Those adjustments marked some of the many ways that Purim, a generally whimsical Jewish holiday that celebrates an ancient victory over a threatened genocide, took a different shape this year because of ongoing war and hostage crisis looming over Israel and Jewish communities around the world.

Many communities went ahead with the merrymaking expected of the holiday, with synagogues holding Purim carnivals for children and, in some cases, debauched parties for adults. Spiels, or festive plays retelling the Purim story, drew from a wide range of of-the-moment themes, including Barbie and Taylor Swift. In Israel, the streets filled as usual with costumed children.

But there were signs that it was not a typical Purim, starting with the hamantaschen sold in Israel this year. The Hebrew name for the cookies is “Oznei Haman” or Haman’s ears, named for the villain in the Purim story.
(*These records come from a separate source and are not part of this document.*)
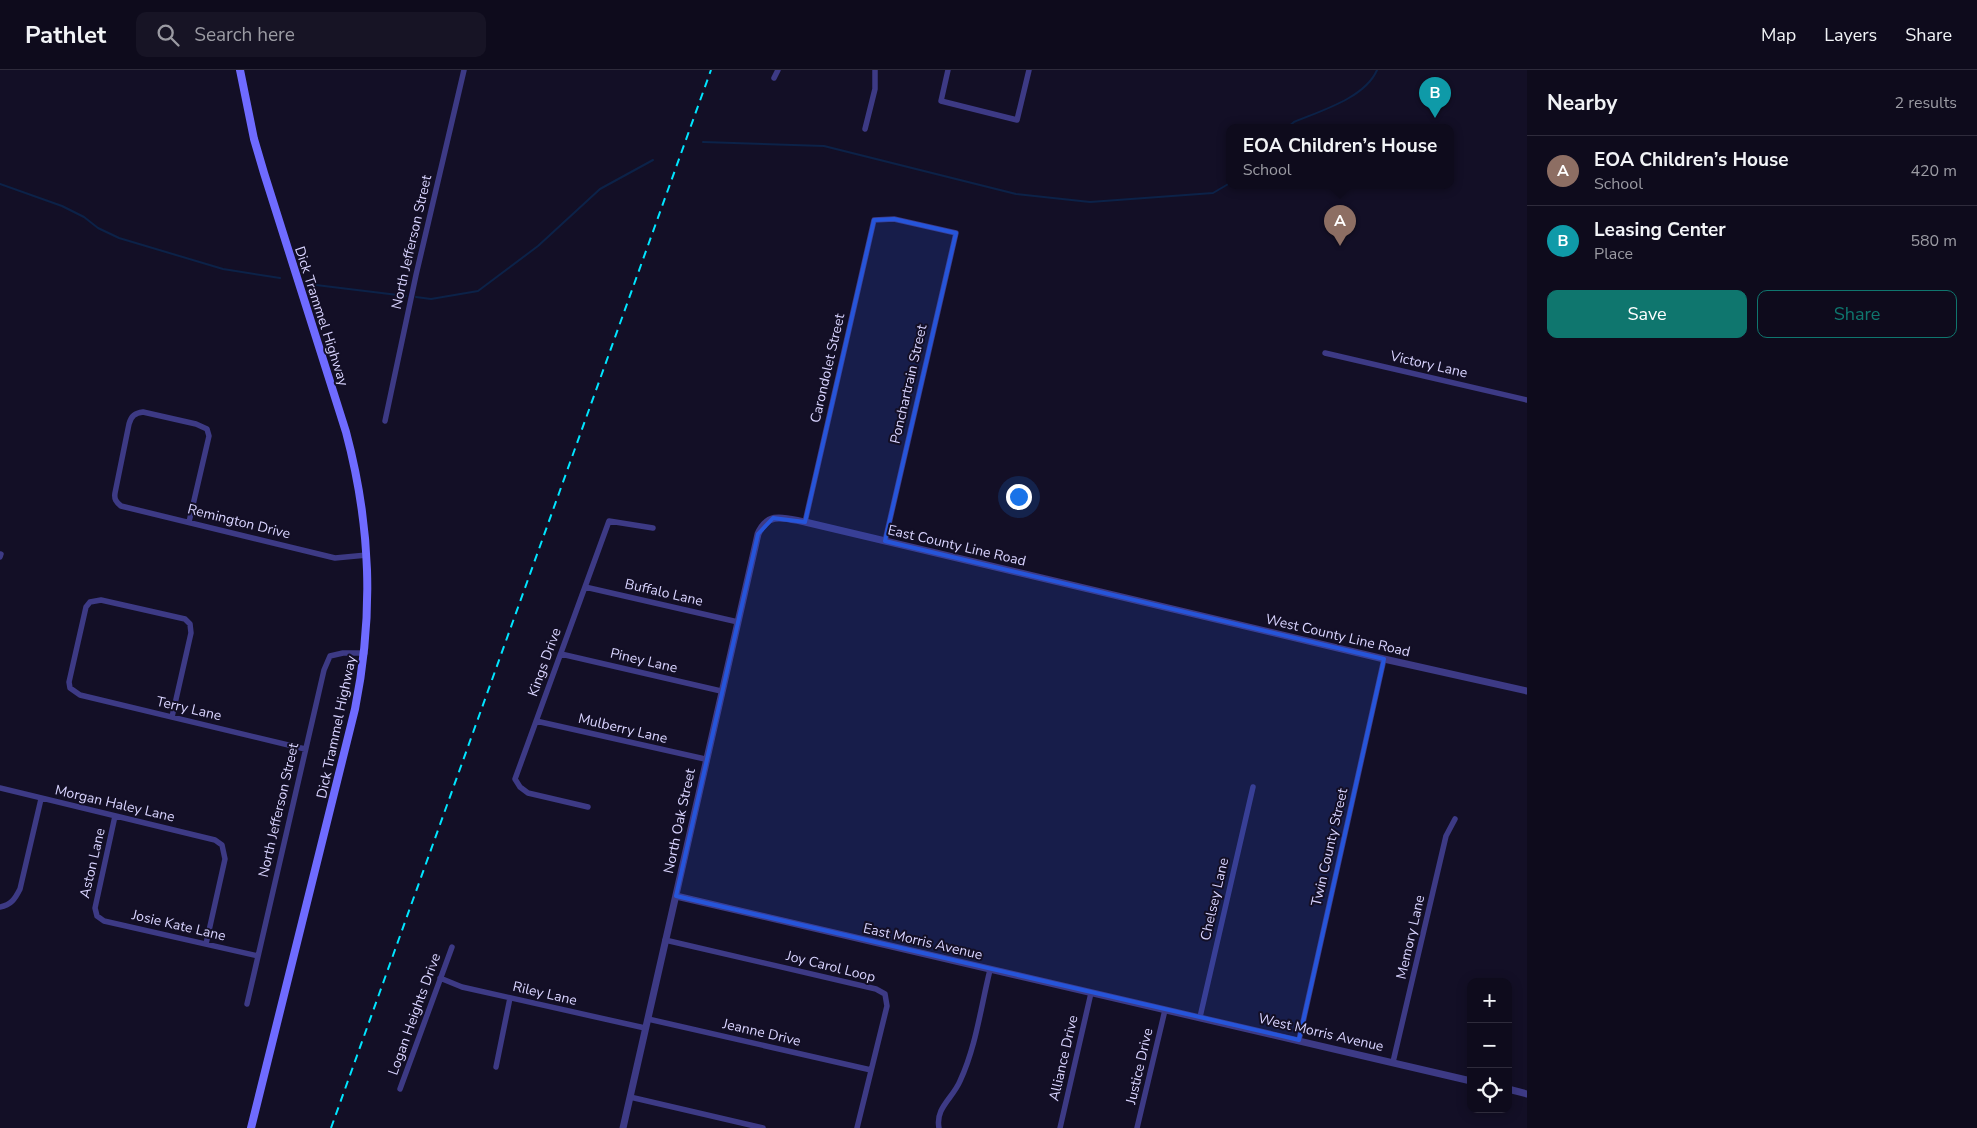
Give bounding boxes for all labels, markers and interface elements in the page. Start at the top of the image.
search box [136,12,486,57]
text: Pathlet [25,19,106,51]
icon: search [154,21,182,49]
text: Search here [194,22,295,48]
text: Map [1761,23,1796,47]
text: Layers [1824,23,1877,47]
text: Share [1905,23,1952,47]
pin: B [1419,77,1451,118]
text: Nearby [1547,89,1617,117]
text: 2 results [1895,92,1957,114]
popup [1226,124,1454,189]
text: EOA Children’s House [1243,133,1437,159]
text: EOA Children’s House [1594,147,1789,173]
text: School [1243,159,1292,181]
text: A [1557,160,1569,182]
text: 420 m [1910,160,1957,182]
street label: North Jefferson Street [387,173,436,311]
text: School [1594,173,1643,195]
pin: A [1324,205,1356,246]
text: Leasing Center [1594,217,1726,243]
text: B [1557,230,1569,252]
text: 580 m [1910,230,1957,252]
text: Place [1594,243,1633,265]
street label: Dick Trammel Highway [290,244,353,389]
button: Save [1547,290,1747,338]
button: Share [1757,290,1957,338]
street label: Carondolet Street [806,312,849,425]
street label: Ponchartrain Street [886,323,931,446]
street label: Victory Lane [1387,346,1469,383]
your location [1006,484,1032,510]
street label: Remington Drive [185,500,292,543]
street label: East County Line Road [886,520,1028,571]
street label: Buffalo Lane [623,574,705,611]
street label: West County Line Road [1264,610,1412,661]
street label: Kings Drive [523,625,566,699]
street label: Piney Lane [608,644,679,677]
street label: Dick Trammel Highway [312,653,361,800]
street label: Terry Lane [154,692,223,725]
street label: Mulberry Lane [576,709,669,748]
street label: North Jefferson Street [254,741,303,879]
street label: North Oak Street [659,767,700,875]
street label: Morgan Haley Lane [53,780,177,827]
street label: Twin County Street [1307,786,1352,908]
street label: Aston Lane [75,826,110,900]
street label: Chelsey Lane [1196,856,1233,942]
street label: Memory Lane [1392,893,1429,981]
street label: Josie Kate Lane [129,905,228,946]
street label: East Morris Avenue [861,919,984,964]
street label: Joy Carol Loop [783,946,877,987]
street label: Logan Heights Drive [384,951,445,1078]
street label: Riley Lane [511,977,579,1010]
map controls [1467,978,1512,1113]
button: + [1467,978,1512,1023]
street label: West Morris Avenue [1256,1009,1385,1056]
street label: Alliance Drive [1044,1013,1083,1103]
street label: Jeanne Drive [720,1014,803,1051]
button: − [1467,1023,1512,1068]
street label: Justice Drive [1121,1026,1157,1107]
button: locate [1467,1068,1512,1113]

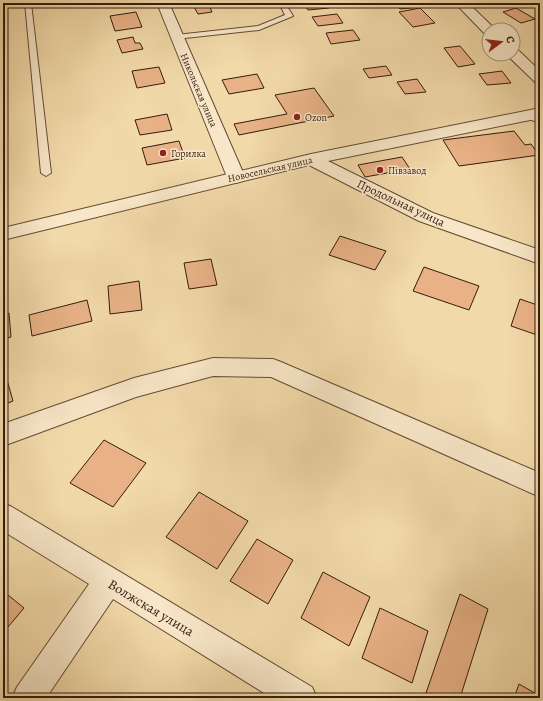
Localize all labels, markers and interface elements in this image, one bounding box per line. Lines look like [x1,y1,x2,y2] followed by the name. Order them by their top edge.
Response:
[481,22,521,62] north arrow
[502,34,518,45] text: С
[178,51,221,129] street label: Никольская улица
[305,111,328,124] place label: Ozon
[292,112,302,122] marker: Ozon
[171,147,206,161] place label: Горилка
[158,148,168,158] marker: Горилка
[226,153,314,185] street label: Новосельская улица
[388,164,426,177] place label: Пiвзавод
[375,165,385,175] marker: Пiвзавод
[354,176,448,231] street label: Продольная улица
[104,575,198,641] street label: Волжская улица

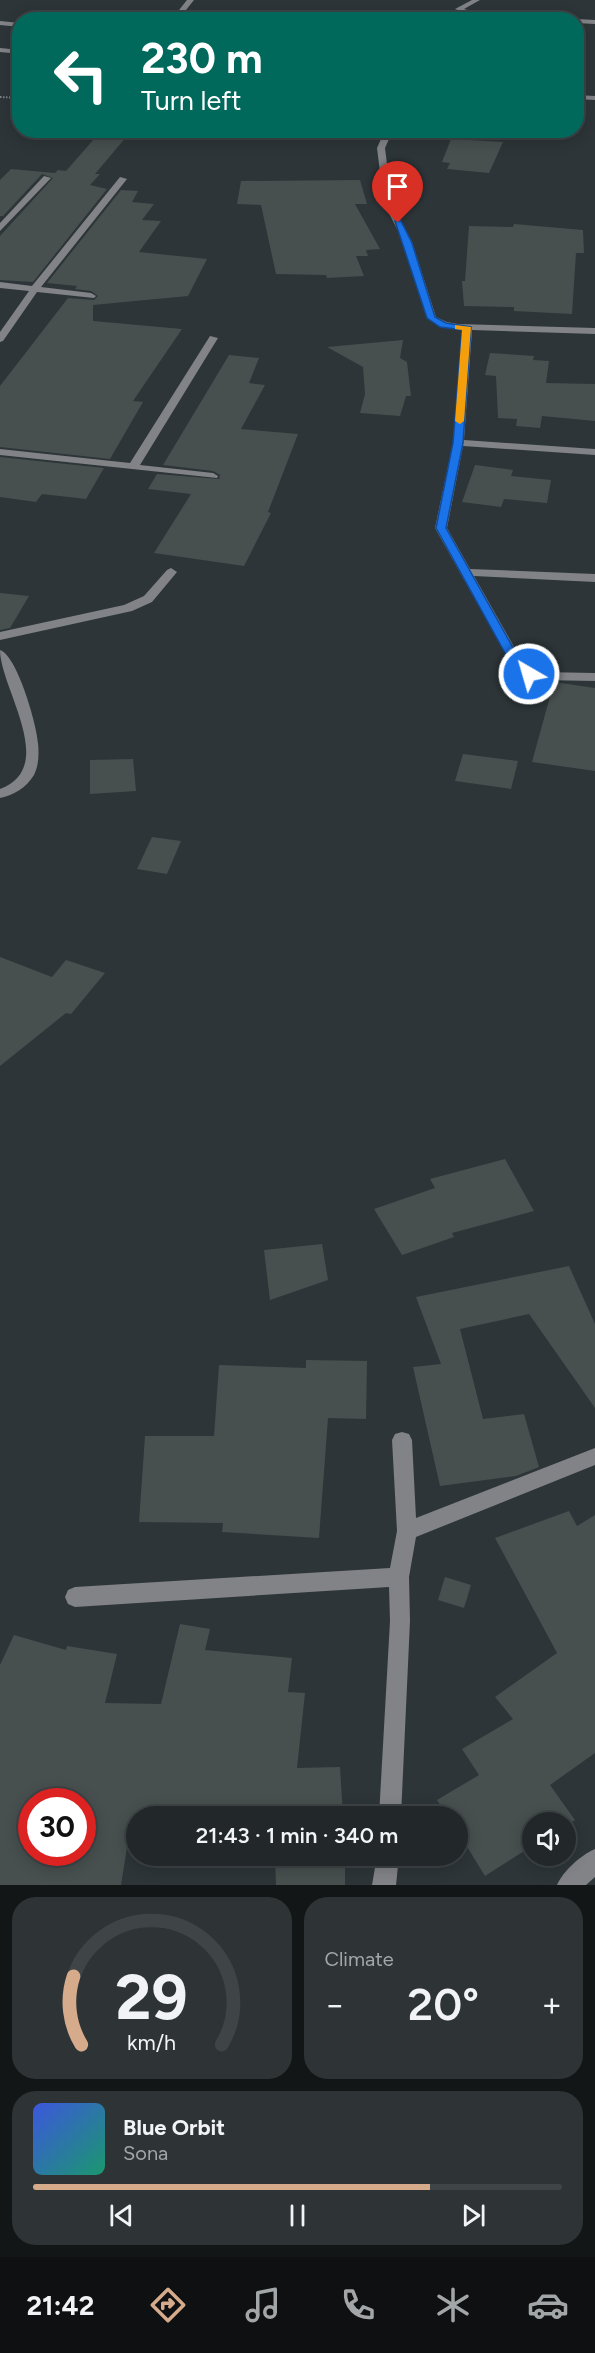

This year, some bakeries renamed them “Oznei Sinwar,” a reference to Yahya Sinwar, the (notably large-eared) Hamas leader credited with masterminding the Oct. 7 attack on Israel that triggered the current war.

In the days leading up to and including the holiday, the war made itself felt in other ways. Some wrestled with how to celebrate at a time of such sadness. Some grappled with the contemporary implications of a chapter of the Purim story that suggests that the Jews, once saved in ancient Persia, exacted steep revenge. And some incorporated the themes, and trauma, of the war into their Purim costumes and practices.

After a returned soldier posted on the local Facebook group Secret Jerusalem that he was looking for a subdued Purim service — ”Enough time in battle and I just need a quiet one” — Chabad of Rehavia added a noise-free service to its plans. Because of a verse in the Scroll of Esther about “walled cities,” Purim is celebrated a day later in Jerusalem than in the rest of the world; the city went ahead Monday with its first official Purim Parade for the first time in more than four decades, though its attendance was reportedly lower than expected.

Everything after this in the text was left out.